→ DATASET EXCERPTS:
┏━━

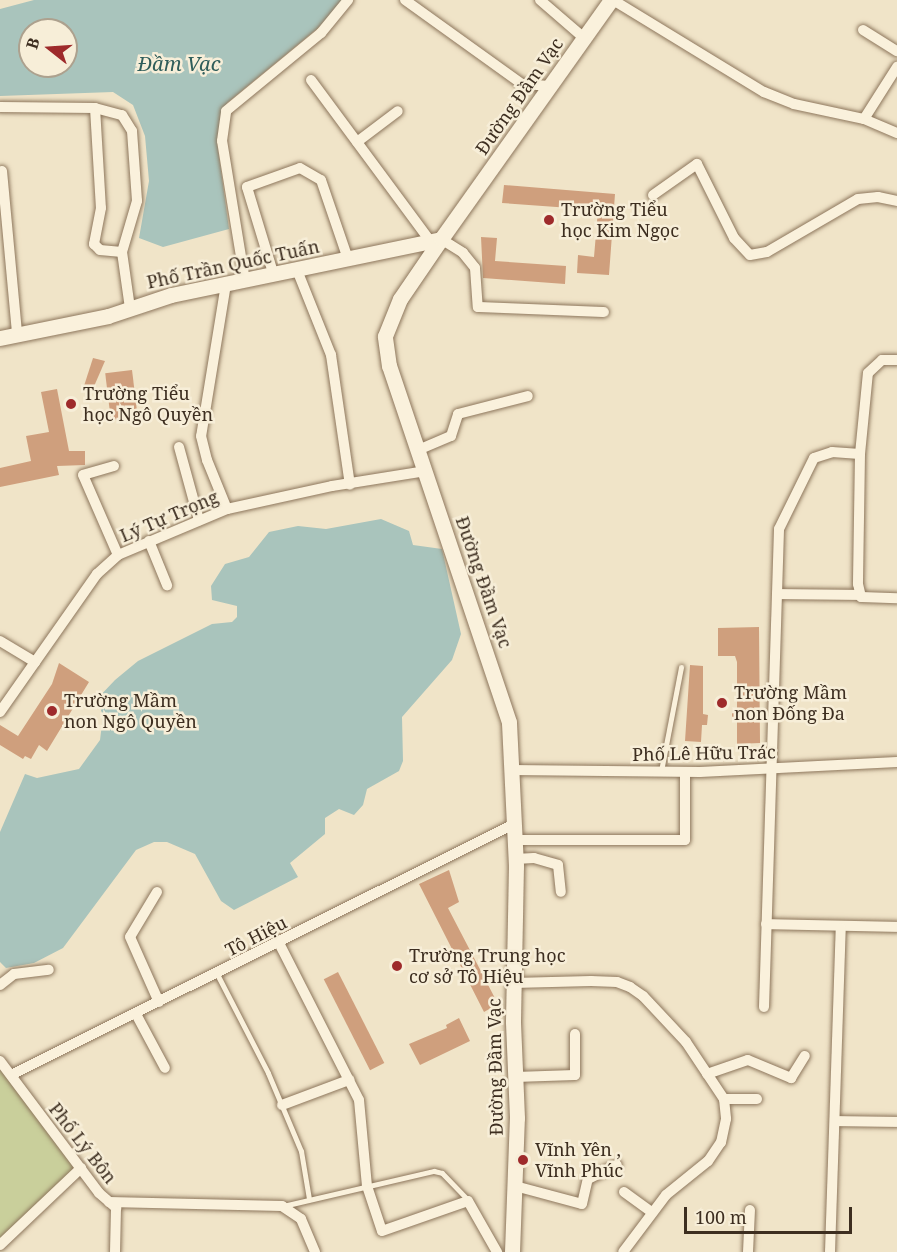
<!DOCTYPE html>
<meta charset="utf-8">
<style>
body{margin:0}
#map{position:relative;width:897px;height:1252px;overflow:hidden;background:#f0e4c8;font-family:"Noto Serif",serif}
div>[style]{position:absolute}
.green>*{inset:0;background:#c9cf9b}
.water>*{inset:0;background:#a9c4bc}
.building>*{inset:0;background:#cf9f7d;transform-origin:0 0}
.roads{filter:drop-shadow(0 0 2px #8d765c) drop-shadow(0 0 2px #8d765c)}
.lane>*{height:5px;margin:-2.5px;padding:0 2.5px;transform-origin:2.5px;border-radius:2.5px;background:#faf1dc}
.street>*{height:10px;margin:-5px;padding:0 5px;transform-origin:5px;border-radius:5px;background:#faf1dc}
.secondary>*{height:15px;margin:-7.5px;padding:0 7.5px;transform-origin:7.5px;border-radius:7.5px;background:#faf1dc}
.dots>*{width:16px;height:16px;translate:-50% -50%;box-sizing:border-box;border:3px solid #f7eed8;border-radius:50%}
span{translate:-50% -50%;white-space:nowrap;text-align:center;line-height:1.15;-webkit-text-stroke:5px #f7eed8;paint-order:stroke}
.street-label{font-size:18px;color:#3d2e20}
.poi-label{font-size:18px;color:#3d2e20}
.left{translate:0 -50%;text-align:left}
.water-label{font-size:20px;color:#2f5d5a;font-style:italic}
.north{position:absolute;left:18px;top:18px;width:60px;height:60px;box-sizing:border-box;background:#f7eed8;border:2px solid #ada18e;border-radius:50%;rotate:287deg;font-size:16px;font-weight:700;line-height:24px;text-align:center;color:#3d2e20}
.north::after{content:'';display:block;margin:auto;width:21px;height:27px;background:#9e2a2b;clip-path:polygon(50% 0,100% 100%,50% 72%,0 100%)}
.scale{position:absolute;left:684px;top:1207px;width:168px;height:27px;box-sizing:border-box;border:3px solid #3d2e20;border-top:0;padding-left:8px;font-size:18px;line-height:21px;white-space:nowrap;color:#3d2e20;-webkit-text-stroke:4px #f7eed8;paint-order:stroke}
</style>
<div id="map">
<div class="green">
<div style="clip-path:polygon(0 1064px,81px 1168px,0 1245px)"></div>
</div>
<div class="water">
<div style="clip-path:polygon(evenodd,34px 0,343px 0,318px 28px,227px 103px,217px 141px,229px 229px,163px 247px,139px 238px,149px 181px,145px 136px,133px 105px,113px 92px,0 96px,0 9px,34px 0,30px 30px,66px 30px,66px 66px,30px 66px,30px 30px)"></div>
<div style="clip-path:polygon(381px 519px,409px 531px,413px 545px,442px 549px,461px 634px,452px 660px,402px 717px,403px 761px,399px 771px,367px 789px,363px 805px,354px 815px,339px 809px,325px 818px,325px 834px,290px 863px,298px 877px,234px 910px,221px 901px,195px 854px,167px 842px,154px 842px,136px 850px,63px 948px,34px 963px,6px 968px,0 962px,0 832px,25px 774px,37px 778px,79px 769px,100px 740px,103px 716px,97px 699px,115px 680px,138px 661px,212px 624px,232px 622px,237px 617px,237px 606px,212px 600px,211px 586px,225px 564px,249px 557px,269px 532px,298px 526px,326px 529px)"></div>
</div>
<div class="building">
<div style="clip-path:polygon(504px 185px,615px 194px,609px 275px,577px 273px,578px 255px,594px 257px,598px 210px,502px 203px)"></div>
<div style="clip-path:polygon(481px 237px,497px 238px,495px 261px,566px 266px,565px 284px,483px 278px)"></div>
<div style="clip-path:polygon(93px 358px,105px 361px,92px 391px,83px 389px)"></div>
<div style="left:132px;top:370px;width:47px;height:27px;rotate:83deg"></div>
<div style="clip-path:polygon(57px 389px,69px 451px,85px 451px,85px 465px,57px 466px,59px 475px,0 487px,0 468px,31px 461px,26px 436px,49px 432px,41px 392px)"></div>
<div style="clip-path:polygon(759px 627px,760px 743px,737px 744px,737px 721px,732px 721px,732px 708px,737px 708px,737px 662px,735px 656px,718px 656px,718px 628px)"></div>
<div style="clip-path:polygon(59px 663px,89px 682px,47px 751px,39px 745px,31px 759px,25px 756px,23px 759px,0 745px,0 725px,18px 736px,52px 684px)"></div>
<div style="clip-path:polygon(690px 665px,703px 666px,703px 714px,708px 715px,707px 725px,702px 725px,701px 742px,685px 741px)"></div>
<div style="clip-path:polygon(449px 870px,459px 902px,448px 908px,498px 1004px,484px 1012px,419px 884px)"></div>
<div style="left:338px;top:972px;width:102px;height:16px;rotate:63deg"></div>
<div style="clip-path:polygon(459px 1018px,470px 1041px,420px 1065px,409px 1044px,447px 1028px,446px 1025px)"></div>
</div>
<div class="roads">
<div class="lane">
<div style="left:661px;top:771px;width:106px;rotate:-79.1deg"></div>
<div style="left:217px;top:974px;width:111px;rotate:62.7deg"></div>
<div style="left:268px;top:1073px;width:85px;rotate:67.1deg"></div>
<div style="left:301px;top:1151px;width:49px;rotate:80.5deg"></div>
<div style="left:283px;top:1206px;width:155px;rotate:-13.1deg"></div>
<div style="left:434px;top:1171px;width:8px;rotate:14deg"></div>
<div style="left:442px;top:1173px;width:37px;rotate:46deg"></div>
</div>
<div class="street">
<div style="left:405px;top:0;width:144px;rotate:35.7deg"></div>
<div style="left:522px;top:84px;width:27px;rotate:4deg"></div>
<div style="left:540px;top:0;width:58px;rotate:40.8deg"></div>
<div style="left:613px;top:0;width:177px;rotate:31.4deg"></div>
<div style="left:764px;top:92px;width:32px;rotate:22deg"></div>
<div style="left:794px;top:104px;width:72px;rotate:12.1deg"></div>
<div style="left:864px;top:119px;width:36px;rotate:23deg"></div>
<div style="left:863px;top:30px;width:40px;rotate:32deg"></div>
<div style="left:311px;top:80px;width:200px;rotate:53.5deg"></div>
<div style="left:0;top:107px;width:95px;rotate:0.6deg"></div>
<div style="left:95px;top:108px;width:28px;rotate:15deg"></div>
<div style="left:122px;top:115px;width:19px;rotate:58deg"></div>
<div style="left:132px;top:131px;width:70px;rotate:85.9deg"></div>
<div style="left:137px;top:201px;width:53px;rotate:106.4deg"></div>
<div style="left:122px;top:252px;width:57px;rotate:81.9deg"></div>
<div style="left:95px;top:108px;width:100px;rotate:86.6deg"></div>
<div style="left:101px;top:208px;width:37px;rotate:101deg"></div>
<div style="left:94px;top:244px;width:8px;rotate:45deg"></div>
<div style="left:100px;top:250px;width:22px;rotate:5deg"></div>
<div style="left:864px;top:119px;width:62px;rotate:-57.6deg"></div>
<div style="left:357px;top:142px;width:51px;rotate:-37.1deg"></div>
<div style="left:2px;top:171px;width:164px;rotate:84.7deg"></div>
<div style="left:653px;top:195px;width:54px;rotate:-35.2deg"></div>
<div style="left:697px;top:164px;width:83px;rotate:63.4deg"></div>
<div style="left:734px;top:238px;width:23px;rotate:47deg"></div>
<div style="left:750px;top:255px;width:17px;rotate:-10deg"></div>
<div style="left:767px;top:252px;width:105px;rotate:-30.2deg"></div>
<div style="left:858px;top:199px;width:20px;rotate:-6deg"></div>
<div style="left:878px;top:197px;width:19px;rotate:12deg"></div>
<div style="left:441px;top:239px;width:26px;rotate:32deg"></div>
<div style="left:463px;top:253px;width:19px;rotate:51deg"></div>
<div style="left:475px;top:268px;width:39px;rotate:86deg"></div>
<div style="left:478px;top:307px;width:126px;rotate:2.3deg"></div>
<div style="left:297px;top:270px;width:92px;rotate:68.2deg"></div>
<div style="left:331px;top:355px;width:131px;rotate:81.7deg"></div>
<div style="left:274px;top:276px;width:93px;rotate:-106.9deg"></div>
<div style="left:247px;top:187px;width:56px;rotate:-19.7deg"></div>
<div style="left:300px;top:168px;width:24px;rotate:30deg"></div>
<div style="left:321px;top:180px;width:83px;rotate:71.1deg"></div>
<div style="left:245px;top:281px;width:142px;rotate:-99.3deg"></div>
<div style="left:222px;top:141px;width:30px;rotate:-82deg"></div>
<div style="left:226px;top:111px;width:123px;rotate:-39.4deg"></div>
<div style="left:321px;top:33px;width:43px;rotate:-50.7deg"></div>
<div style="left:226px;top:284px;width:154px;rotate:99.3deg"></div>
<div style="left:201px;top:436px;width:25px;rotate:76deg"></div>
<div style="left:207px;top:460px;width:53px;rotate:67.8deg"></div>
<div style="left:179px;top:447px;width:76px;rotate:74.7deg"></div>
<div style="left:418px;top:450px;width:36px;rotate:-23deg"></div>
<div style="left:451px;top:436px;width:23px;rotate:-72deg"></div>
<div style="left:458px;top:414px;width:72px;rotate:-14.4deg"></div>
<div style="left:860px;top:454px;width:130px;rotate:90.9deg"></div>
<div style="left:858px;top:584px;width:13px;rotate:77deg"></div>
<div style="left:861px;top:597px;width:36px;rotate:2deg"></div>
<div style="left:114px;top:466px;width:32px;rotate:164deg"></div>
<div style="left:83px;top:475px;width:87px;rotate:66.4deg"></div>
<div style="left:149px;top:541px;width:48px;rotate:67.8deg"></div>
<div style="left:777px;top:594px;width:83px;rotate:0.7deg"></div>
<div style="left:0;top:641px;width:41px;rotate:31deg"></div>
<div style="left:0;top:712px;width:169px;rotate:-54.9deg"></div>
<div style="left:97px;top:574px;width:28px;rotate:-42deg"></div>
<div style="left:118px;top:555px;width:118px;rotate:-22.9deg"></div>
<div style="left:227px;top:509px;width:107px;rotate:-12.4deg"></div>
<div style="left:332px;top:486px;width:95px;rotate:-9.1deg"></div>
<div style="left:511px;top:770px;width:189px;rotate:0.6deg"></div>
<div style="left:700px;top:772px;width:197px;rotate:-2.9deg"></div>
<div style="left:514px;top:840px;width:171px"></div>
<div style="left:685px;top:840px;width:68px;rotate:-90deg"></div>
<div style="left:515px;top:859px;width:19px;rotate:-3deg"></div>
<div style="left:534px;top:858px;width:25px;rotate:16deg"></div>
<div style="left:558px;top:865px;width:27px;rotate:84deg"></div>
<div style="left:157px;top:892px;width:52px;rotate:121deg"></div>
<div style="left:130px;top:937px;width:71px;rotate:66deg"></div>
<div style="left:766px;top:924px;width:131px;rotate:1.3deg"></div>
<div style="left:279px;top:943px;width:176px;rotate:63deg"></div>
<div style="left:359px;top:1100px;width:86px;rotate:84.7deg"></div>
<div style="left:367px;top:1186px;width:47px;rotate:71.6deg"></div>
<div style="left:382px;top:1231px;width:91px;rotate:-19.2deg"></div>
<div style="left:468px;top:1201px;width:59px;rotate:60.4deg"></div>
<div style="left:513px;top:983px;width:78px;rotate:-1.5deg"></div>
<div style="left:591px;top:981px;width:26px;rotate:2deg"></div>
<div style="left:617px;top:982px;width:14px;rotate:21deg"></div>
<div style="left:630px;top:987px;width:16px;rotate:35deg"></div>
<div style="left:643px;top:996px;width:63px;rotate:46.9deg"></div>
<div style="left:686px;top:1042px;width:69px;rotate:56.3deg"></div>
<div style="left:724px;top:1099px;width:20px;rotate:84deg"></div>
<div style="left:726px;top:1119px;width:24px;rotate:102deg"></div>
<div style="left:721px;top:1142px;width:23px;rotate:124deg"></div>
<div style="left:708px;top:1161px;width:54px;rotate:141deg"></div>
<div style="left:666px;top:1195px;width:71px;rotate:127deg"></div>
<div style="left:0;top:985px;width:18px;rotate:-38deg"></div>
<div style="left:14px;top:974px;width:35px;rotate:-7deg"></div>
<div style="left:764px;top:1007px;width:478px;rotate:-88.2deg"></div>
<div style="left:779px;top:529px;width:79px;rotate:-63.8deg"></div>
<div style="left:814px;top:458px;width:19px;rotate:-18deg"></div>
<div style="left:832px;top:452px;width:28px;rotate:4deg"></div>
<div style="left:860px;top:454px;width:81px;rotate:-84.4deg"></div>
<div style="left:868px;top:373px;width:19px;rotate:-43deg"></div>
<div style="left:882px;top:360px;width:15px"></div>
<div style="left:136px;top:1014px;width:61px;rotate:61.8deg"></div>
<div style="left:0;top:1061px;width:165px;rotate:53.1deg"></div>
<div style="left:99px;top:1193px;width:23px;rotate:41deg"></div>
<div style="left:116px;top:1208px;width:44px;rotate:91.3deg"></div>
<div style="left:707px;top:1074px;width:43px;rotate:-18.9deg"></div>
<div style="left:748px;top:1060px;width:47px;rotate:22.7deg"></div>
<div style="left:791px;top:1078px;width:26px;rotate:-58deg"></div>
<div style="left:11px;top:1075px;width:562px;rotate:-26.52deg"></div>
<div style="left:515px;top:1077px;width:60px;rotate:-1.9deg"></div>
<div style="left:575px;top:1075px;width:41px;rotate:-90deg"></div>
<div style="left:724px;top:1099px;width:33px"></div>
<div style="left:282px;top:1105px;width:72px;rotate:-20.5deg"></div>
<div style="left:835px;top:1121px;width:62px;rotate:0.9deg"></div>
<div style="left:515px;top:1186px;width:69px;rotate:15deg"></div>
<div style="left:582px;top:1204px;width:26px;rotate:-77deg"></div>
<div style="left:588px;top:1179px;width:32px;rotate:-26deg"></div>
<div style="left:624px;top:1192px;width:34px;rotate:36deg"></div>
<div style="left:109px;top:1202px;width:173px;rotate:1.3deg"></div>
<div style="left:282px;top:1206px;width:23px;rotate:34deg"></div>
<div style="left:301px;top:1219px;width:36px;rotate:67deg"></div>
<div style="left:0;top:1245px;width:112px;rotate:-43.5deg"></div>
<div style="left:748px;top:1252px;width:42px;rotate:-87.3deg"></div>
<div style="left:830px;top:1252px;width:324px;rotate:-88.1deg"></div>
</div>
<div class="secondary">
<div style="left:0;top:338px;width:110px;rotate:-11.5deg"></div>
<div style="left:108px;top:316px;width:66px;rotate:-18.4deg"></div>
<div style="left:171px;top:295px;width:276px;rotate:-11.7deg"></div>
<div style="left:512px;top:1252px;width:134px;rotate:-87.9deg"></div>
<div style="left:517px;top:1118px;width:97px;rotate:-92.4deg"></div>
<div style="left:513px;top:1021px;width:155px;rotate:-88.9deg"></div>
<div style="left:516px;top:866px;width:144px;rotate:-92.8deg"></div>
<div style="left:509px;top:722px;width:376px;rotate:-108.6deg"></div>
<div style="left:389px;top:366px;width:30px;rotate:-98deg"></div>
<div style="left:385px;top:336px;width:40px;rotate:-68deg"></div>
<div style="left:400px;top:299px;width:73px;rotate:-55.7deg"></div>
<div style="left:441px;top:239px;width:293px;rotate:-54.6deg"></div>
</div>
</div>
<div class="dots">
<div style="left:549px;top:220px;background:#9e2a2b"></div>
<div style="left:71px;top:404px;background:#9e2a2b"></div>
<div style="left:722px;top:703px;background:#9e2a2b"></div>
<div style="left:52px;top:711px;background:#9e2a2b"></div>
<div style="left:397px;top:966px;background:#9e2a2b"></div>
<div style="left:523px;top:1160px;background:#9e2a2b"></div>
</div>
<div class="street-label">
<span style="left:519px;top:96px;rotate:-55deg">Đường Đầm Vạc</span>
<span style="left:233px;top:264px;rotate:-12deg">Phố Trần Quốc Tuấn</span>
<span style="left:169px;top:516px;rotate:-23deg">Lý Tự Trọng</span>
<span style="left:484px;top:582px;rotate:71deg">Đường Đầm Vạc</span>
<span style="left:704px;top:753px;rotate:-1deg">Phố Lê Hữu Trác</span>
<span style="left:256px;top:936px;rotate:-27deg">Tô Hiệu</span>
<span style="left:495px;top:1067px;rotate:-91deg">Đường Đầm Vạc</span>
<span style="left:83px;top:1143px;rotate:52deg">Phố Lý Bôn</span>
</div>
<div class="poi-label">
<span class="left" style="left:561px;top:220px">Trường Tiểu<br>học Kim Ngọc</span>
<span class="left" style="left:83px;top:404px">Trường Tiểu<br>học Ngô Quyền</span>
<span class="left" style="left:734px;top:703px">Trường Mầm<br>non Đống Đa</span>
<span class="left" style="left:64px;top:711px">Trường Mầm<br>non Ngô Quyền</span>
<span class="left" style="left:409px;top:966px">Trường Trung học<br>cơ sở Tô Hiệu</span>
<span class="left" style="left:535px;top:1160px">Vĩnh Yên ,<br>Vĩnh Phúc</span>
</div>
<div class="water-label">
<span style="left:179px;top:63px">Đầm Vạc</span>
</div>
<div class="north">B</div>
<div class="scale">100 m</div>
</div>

┗━━

→ ACTIVITY:
Pictures are to be left out, and the lines from the beginning of the records through the line with "2px #8d765c) drop-shadow(0" are to be printed exactly, with nothing added.

→ EXERCISE RESULT:
<!DOCTYPE html>
<meta charset="utf-8">
<style>
body{margin:0}
#map{position:relative;width:897px;height:1252px;overflow:hidden;background:#f0e4c8;font-family:"Noto Serif",serif}
div>[style]{position:absolute}
.green>*{inset:0;background:#c9cf9b}
.water>*{inset:0;background:#a9c4bc}
.building>*{inset:0;background:#cf9f7d;transform-origin:0 0}
.roads{filter:drop-shadow(0 0 2px #8d765c) drop-shadow(0 0 2px #8d765c)}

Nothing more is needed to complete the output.